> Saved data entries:
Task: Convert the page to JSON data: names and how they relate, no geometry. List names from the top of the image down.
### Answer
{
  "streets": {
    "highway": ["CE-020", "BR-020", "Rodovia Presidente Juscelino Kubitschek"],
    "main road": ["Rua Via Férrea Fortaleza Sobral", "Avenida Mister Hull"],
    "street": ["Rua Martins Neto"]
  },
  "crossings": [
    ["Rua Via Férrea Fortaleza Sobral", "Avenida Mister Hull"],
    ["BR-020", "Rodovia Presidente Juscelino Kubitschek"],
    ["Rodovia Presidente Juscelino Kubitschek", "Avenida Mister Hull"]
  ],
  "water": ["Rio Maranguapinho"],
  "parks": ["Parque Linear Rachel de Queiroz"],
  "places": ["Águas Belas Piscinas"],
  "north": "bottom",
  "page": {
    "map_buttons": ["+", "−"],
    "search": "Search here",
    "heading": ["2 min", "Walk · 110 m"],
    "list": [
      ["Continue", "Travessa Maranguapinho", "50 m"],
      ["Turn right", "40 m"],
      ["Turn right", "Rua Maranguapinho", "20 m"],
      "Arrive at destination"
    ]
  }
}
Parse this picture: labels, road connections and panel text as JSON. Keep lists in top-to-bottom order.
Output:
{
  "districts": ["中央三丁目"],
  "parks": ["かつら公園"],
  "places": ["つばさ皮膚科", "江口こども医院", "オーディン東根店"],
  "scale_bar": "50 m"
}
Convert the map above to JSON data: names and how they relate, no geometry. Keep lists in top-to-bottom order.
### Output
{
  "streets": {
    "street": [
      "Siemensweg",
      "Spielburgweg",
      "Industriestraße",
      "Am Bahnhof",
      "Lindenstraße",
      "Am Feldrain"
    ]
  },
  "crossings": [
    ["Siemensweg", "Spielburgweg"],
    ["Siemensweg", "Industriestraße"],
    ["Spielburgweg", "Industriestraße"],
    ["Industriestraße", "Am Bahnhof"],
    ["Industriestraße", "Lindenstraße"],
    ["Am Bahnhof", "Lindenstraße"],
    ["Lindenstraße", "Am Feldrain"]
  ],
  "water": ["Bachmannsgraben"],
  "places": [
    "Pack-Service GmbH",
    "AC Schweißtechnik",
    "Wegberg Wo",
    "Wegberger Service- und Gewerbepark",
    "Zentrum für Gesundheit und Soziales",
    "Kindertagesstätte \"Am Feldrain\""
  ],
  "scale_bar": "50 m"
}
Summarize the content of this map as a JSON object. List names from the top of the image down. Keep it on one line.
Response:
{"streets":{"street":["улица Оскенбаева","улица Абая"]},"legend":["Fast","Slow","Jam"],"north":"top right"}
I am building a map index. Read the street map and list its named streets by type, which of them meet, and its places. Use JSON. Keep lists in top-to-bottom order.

> Task objective: The job here is to find each line above with the word "they" and copy it.

> Response:
Task: Convert the page to JSON data: names and how they relate, no geometry. List names from the top of the image down.
Convert the map above to JSON data: names and how they relate, no geometry. Keep lists in top-to-bottom order.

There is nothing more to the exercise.